• _WHAT TO PRODUCE_
Read the lines of the data below and retrieve those with "each".

• _DATA_
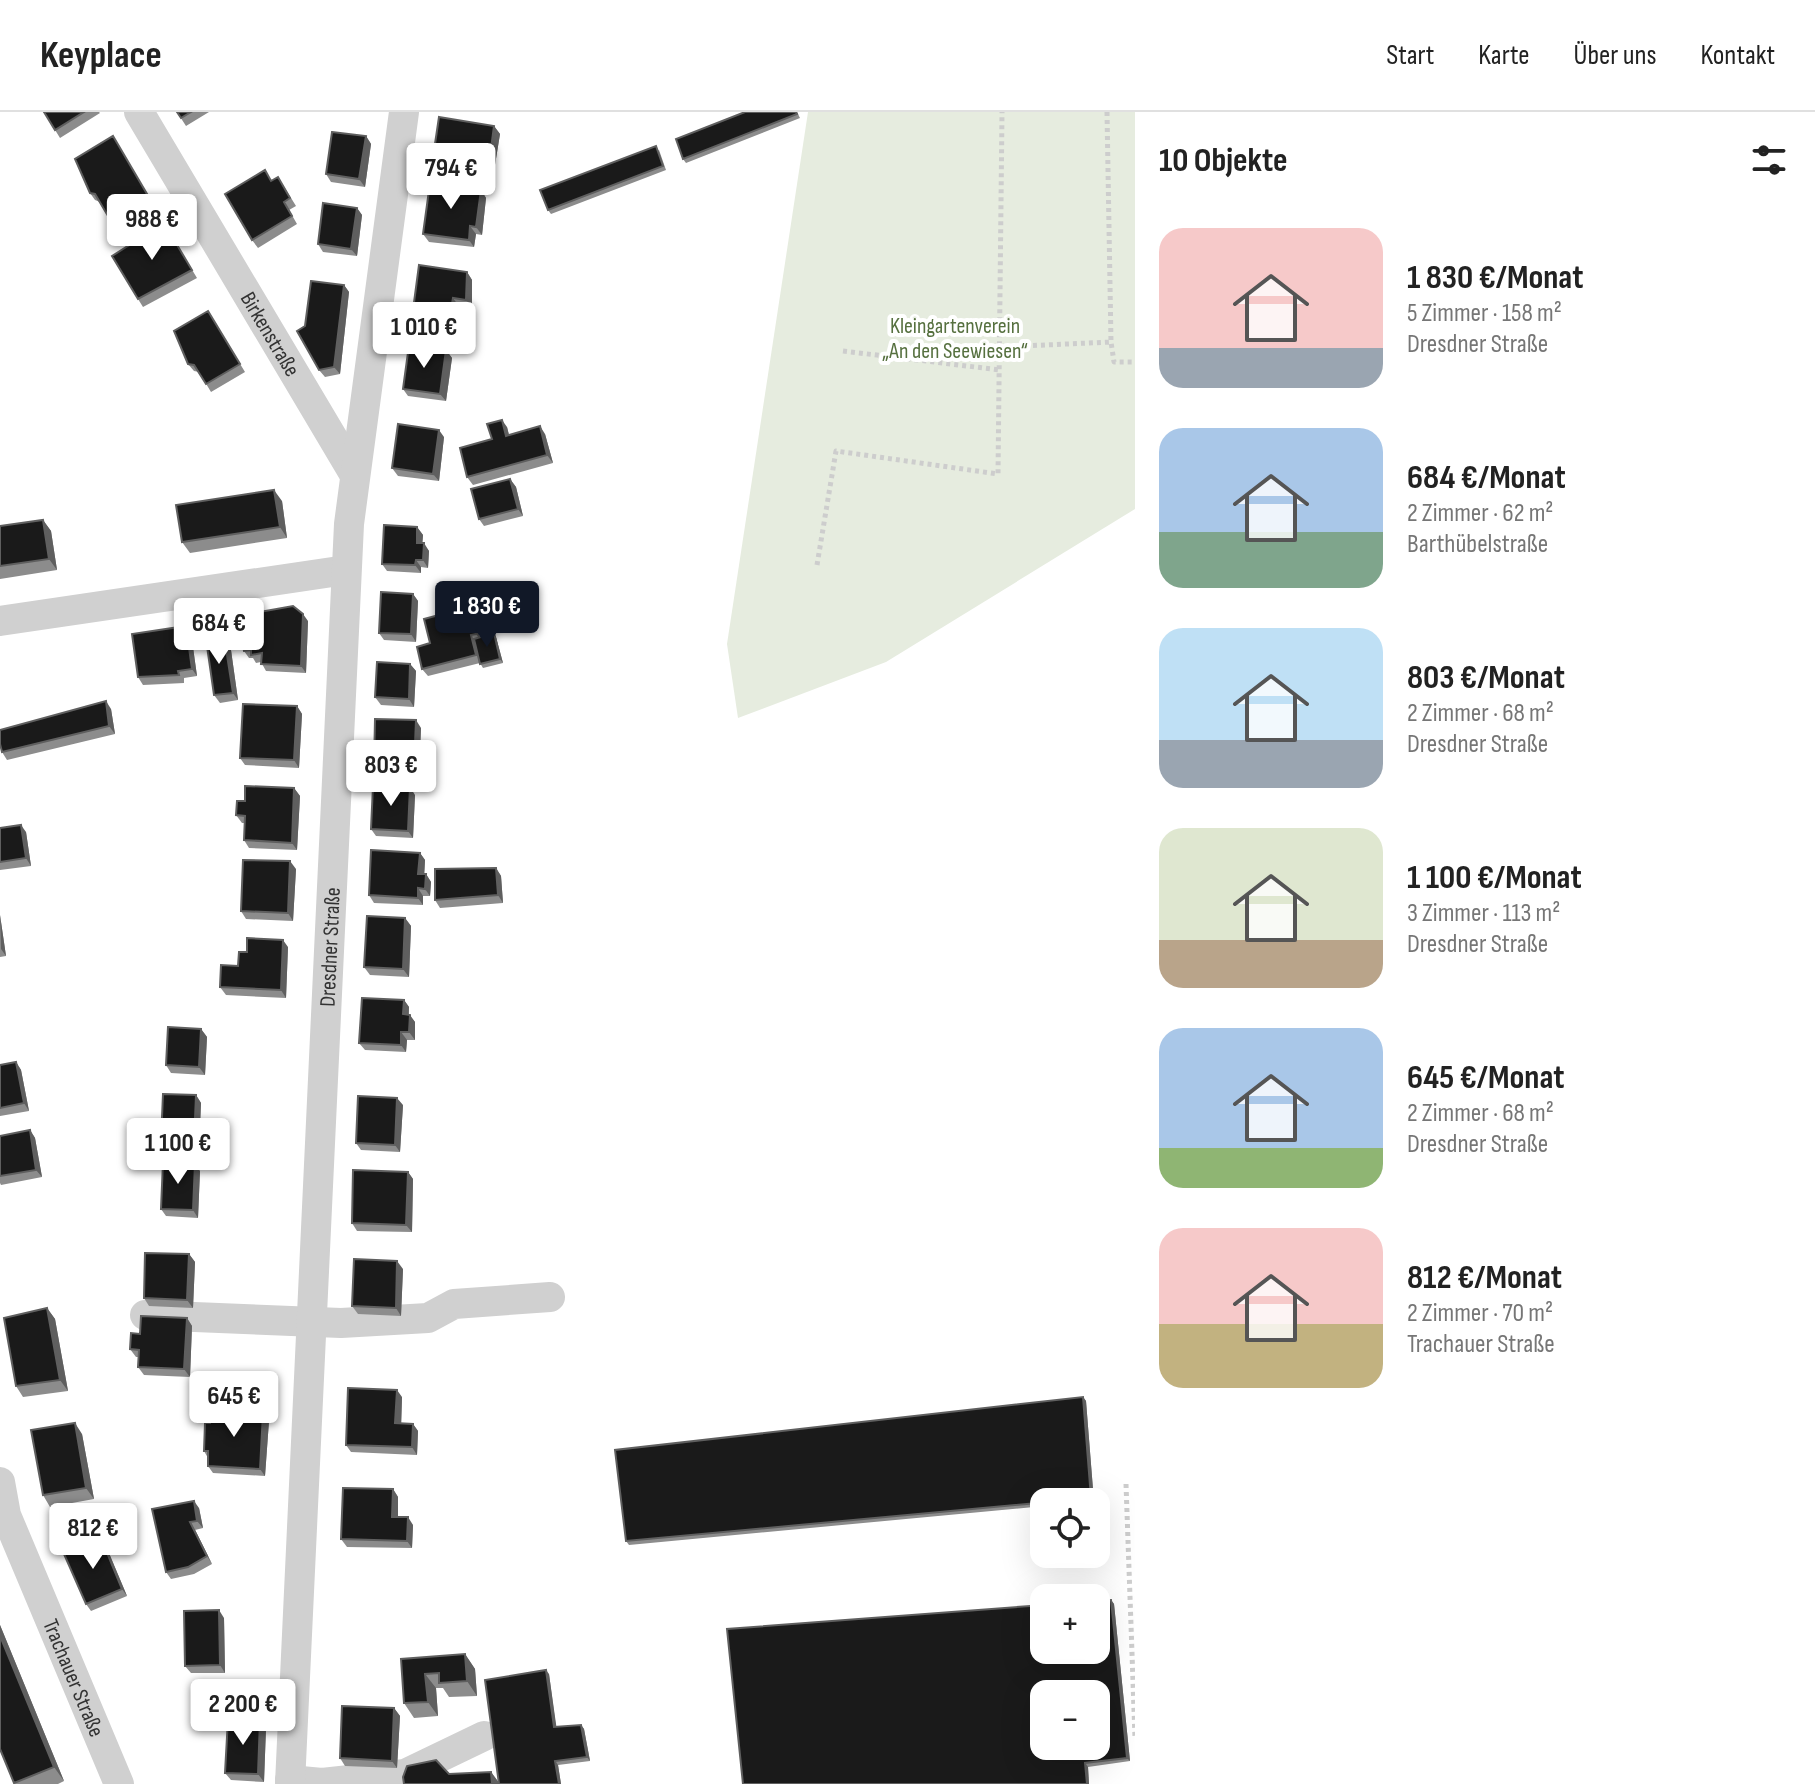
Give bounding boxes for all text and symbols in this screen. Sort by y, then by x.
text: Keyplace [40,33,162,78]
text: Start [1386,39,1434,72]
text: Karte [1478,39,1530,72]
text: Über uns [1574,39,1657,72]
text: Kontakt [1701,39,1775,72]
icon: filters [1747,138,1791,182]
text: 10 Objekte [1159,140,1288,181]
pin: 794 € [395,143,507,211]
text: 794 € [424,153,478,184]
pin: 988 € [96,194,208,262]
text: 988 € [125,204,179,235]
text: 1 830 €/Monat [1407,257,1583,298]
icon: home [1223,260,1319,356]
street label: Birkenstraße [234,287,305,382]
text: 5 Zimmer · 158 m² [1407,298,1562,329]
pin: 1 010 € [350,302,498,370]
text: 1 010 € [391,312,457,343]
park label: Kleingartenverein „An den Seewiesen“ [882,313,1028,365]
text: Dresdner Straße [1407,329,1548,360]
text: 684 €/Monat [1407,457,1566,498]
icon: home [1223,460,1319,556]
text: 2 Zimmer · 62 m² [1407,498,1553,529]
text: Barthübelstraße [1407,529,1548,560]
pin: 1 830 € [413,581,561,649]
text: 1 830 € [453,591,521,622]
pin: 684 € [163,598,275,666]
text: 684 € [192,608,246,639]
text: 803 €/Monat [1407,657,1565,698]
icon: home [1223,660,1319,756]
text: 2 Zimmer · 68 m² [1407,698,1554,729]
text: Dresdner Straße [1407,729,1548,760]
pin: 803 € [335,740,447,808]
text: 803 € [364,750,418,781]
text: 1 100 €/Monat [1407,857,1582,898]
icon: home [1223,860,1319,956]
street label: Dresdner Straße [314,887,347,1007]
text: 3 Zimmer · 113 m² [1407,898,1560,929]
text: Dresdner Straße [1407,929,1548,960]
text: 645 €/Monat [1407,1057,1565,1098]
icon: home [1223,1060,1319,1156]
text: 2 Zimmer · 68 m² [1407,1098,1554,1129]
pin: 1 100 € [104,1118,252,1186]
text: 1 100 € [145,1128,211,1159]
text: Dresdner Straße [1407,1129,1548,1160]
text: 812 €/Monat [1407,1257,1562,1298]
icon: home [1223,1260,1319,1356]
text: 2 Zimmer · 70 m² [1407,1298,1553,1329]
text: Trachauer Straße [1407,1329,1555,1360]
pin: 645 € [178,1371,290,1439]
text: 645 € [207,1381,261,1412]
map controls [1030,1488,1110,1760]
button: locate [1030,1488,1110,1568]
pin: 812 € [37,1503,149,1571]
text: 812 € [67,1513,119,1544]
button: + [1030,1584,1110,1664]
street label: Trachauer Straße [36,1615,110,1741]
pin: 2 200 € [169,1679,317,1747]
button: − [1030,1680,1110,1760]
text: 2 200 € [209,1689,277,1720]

--

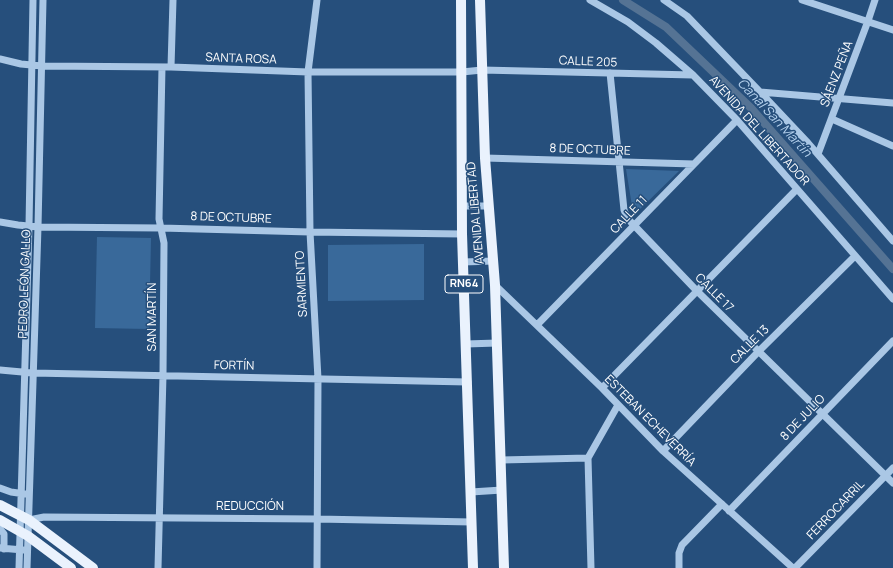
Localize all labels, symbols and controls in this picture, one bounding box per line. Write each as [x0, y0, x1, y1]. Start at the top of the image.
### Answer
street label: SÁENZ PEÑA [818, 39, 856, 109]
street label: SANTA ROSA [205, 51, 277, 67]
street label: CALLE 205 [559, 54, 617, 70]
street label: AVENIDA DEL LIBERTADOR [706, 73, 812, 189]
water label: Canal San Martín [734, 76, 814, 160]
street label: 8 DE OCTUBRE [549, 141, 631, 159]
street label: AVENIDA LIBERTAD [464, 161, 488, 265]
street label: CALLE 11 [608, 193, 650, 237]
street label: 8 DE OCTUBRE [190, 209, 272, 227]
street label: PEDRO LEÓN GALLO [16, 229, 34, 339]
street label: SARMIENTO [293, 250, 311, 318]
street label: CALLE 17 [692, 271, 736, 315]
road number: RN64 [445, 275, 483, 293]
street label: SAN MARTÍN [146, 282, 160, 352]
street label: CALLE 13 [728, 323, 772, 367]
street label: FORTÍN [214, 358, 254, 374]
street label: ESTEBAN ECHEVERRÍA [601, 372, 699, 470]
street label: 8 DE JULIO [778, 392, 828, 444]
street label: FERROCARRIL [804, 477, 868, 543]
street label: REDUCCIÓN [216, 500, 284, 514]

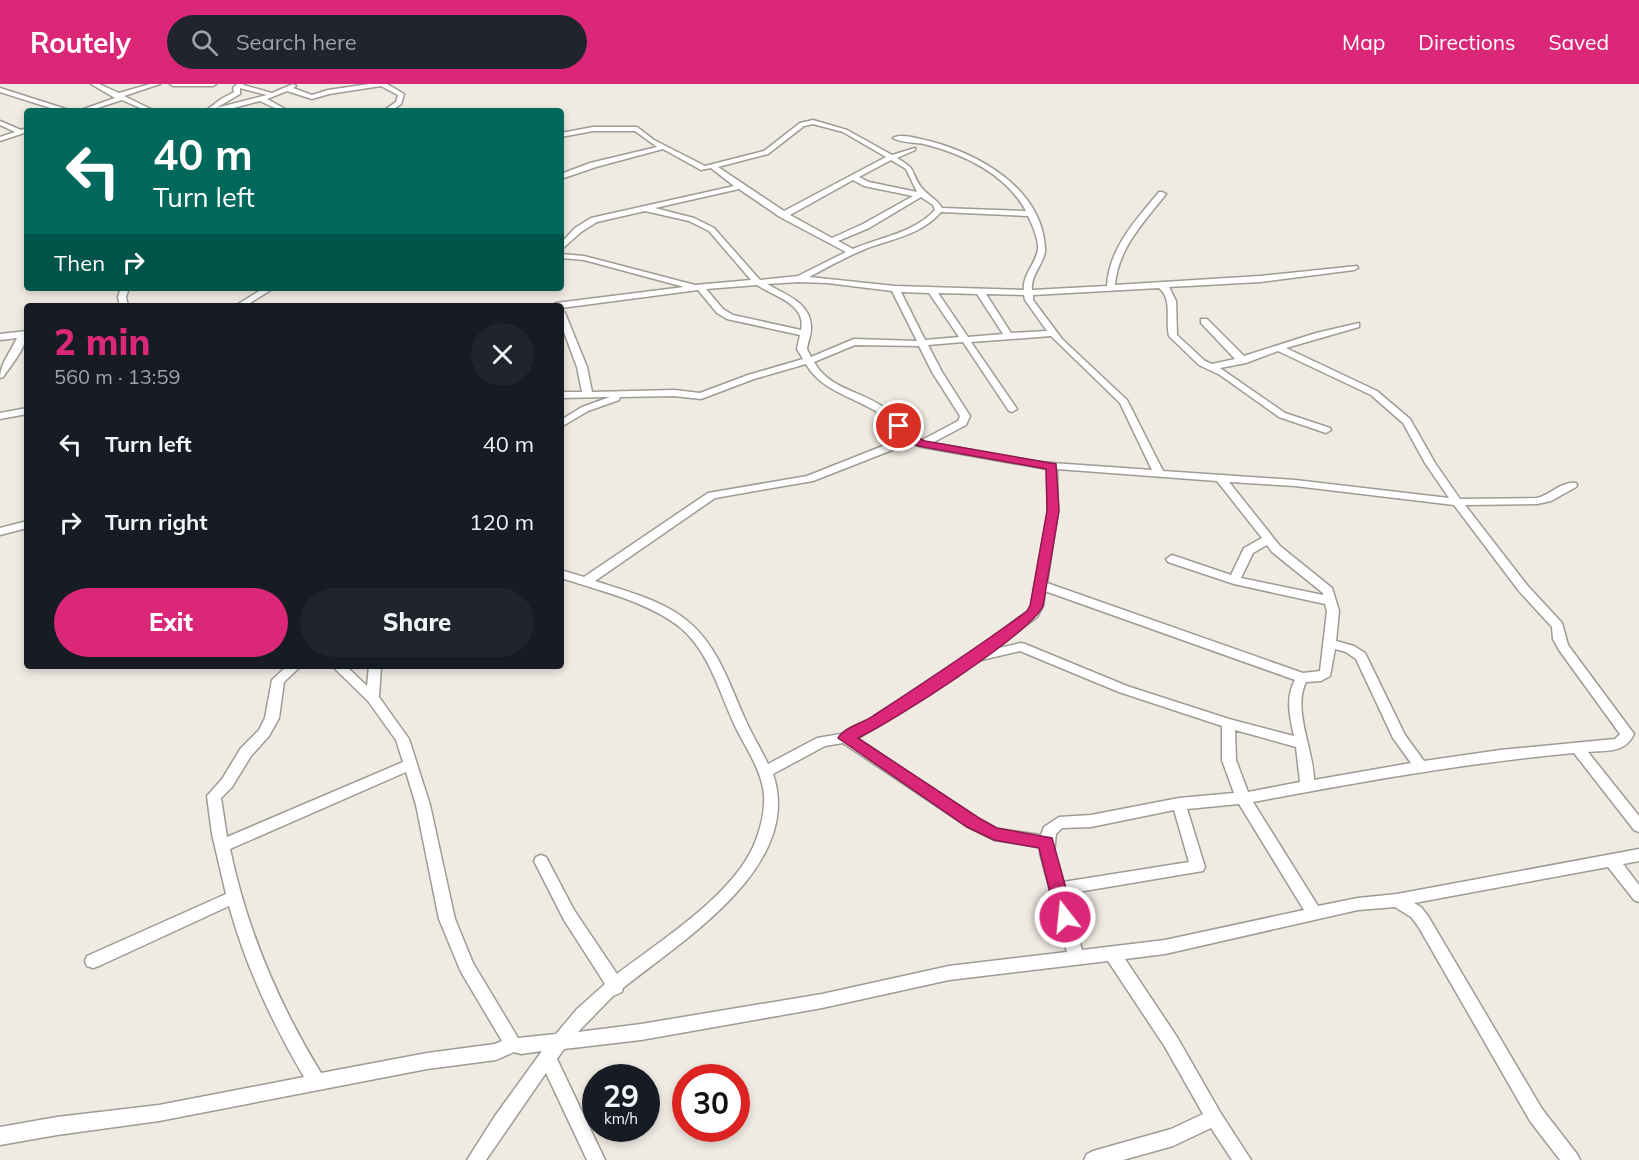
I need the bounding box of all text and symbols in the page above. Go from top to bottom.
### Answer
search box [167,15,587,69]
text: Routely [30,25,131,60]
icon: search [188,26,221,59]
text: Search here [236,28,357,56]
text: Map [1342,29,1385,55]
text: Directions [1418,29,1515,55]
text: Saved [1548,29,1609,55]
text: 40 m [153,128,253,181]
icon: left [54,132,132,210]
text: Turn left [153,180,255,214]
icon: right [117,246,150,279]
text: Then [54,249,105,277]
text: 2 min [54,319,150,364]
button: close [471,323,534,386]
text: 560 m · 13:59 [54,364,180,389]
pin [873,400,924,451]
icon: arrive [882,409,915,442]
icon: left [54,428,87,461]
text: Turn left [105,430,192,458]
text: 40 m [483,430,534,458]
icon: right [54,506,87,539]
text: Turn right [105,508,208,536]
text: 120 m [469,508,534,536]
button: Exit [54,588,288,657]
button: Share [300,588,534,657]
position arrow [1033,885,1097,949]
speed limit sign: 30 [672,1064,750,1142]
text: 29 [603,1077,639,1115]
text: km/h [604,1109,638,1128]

--

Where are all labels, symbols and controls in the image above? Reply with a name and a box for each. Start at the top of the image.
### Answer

• _EXERCISE RESPONSE_
Localize all labels, symbols and controls in this picture, one bounding box per line. Write each as [x0, y0, x1, y1]. Start at the top of the image.
Where are all labels, symbols and controls in the image above? Reply with a name and a box for each. Start at the top of the image.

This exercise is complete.